> GIVEN DATA
========

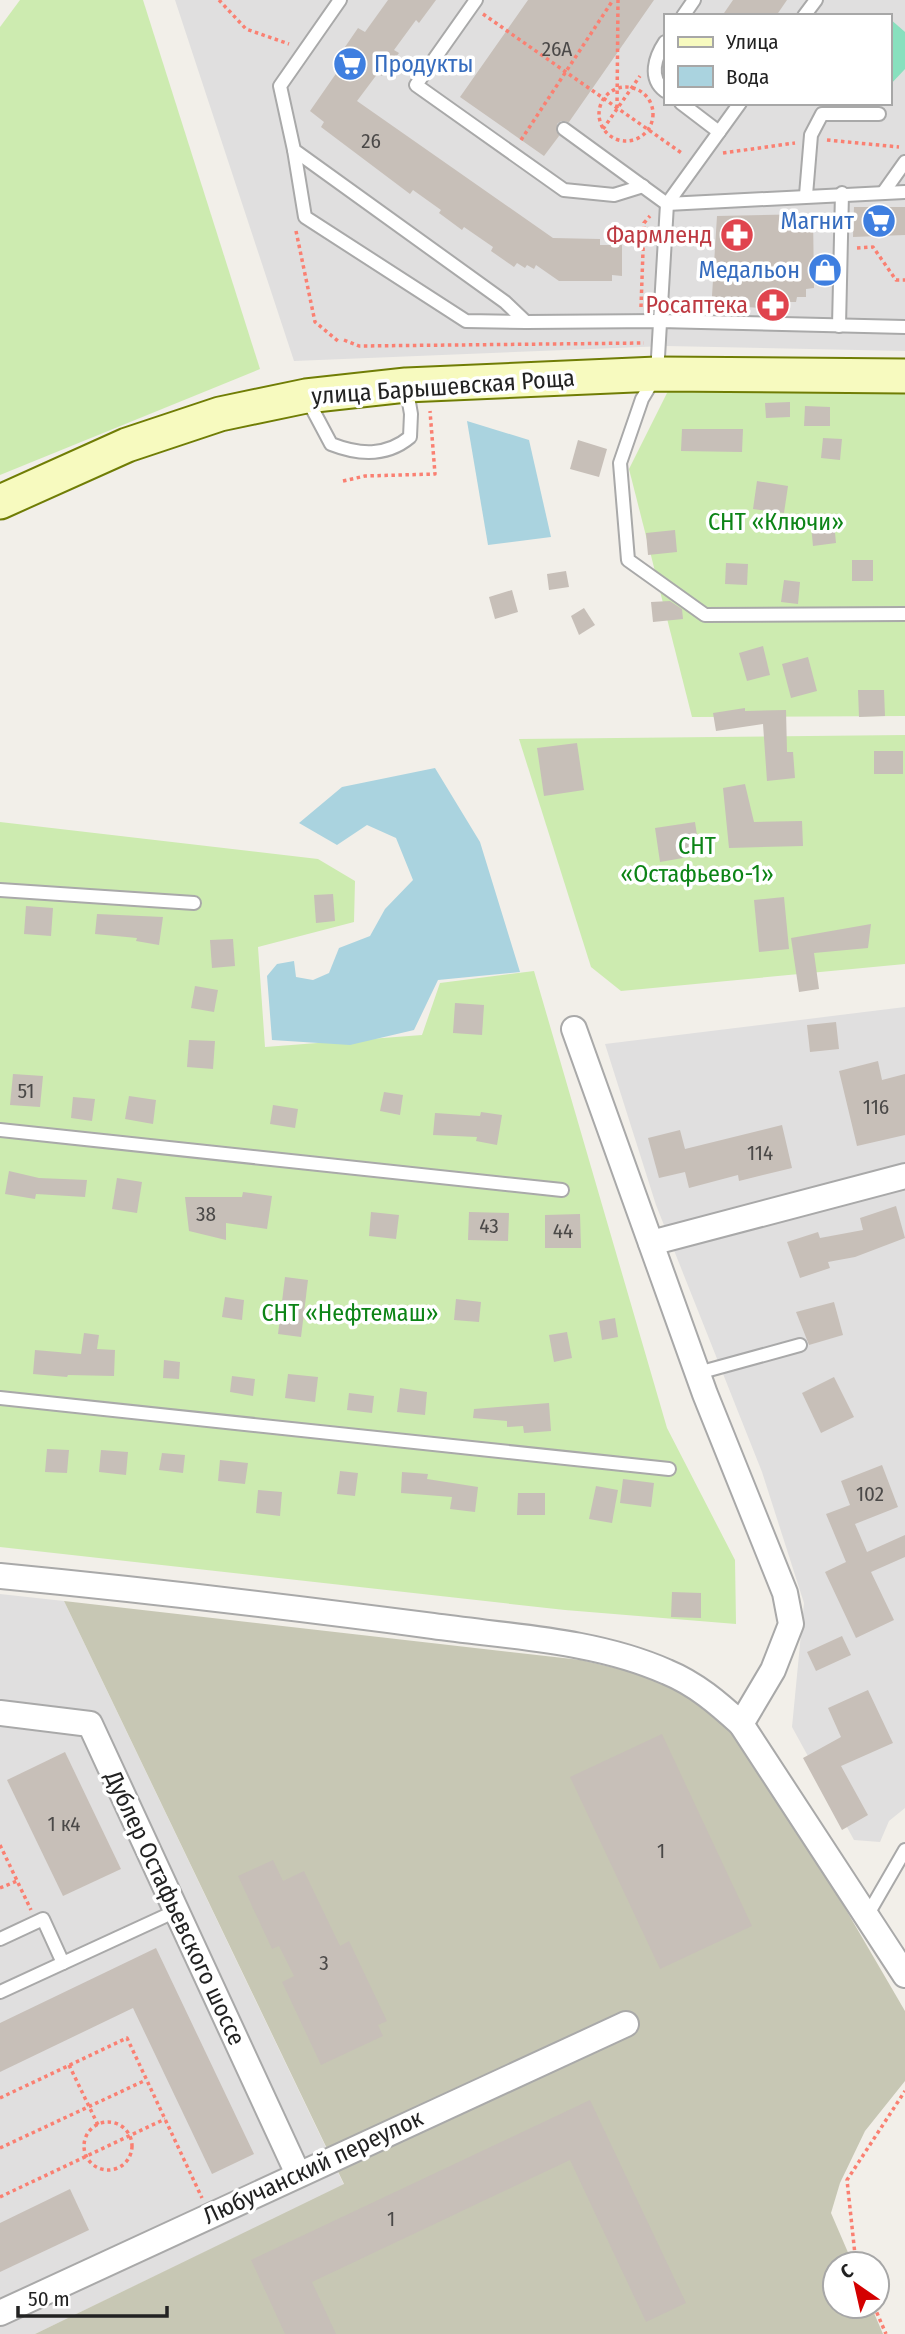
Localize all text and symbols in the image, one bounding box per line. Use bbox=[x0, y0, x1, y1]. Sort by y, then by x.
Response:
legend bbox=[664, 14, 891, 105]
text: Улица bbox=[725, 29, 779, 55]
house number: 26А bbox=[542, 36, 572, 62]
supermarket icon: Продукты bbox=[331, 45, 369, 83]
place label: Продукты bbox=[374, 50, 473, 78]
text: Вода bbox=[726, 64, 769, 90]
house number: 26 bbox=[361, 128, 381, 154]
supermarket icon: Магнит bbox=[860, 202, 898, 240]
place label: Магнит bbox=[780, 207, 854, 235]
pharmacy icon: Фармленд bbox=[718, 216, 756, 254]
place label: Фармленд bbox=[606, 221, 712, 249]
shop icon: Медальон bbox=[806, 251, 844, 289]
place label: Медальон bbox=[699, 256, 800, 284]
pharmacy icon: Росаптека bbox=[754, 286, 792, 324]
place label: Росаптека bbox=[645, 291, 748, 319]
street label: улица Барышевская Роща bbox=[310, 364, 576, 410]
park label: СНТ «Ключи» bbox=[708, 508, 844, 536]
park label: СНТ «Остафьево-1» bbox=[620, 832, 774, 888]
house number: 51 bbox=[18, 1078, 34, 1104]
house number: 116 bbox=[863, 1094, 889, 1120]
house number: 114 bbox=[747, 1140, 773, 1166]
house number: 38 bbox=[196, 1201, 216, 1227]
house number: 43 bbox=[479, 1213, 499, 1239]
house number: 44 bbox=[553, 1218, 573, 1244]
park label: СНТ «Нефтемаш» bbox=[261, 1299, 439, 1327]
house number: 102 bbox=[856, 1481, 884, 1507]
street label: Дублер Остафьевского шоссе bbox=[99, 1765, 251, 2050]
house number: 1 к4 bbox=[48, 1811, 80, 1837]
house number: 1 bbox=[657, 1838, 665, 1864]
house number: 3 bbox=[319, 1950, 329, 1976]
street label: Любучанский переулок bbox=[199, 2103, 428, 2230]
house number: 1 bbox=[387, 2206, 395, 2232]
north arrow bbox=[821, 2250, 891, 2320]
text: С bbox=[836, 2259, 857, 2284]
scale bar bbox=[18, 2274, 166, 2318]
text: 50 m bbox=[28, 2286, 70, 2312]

========

> WORK INSTRUCTIONS
Show all lines above containing "supermarket".

> ANSWER FOR THE TASK
supermarket icon: Продукты bbox=[331, 45, 369, 83]
supermarket icon: Магнит bbox=[860, 202, 898, 240]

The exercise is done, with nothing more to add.